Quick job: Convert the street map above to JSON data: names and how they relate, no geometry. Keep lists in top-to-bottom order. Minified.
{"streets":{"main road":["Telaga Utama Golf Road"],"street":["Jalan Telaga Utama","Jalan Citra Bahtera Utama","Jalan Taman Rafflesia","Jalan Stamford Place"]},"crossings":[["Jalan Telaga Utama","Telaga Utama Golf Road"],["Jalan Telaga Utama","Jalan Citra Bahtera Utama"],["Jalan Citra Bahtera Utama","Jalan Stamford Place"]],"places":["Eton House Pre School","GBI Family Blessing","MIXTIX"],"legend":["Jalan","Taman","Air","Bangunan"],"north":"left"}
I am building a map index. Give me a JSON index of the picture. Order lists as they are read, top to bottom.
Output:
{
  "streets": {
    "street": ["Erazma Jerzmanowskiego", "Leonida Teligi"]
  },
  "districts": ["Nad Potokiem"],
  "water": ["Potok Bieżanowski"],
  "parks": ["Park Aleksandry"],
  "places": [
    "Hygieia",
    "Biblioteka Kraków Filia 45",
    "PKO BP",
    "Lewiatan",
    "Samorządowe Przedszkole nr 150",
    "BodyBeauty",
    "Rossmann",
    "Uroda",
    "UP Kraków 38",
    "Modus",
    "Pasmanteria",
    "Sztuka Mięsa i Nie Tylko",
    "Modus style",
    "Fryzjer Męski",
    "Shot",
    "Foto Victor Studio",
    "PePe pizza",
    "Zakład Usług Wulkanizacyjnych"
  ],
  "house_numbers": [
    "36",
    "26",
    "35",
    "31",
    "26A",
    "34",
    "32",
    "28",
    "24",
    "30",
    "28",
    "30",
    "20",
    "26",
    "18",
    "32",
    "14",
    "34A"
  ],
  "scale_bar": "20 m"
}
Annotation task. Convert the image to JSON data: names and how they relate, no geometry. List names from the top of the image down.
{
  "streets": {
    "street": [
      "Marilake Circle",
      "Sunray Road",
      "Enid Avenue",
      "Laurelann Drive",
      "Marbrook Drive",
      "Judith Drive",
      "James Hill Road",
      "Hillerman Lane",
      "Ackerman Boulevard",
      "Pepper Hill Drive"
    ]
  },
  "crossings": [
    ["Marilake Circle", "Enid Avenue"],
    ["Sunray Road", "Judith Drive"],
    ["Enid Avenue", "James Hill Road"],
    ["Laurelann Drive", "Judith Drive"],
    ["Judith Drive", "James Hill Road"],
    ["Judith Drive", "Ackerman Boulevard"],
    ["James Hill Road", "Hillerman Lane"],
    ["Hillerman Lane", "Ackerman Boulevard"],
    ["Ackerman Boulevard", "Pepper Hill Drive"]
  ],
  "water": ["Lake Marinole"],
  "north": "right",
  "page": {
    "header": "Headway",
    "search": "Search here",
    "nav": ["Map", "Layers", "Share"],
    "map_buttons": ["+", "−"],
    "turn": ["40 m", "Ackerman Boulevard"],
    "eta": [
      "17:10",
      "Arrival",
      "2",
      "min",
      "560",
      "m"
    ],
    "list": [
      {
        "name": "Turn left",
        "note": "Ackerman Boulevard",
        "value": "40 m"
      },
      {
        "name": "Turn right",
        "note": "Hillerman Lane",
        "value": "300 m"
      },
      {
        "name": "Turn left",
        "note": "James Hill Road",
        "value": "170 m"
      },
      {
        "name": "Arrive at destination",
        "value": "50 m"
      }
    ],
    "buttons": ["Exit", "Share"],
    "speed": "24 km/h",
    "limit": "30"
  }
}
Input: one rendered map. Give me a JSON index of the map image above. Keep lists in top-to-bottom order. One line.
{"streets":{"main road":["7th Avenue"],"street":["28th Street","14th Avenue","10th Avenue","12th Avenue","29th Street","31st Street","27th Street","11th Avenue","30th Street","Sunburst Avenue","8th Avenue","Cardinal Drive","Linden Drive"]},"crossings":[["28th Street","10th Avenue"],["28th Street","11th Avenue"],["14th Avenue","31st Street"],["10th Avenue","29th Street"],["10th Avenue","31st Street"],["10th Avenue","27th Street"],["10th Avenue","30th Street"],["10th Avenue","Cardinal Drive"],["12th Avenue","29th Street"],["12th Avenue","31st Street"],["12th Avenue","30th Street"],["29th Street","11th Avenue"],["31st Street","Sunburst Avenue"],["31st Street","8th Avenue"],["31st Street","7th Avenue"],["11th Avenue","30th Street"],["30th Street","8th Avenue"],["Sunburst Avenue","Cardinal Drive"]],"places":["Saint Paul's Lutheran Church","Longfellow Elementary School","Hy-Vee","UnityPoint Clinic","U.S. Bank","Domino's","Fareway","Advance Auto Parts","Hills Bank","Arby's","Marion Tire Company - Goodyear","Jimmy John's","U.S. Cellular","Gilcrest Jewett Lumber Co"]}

═══

For each line in the records that contains the word "Marilake", make a copy.

### Task response
      "Marilake Circle",
    ["Marilake Circle", "Enid Avenue"],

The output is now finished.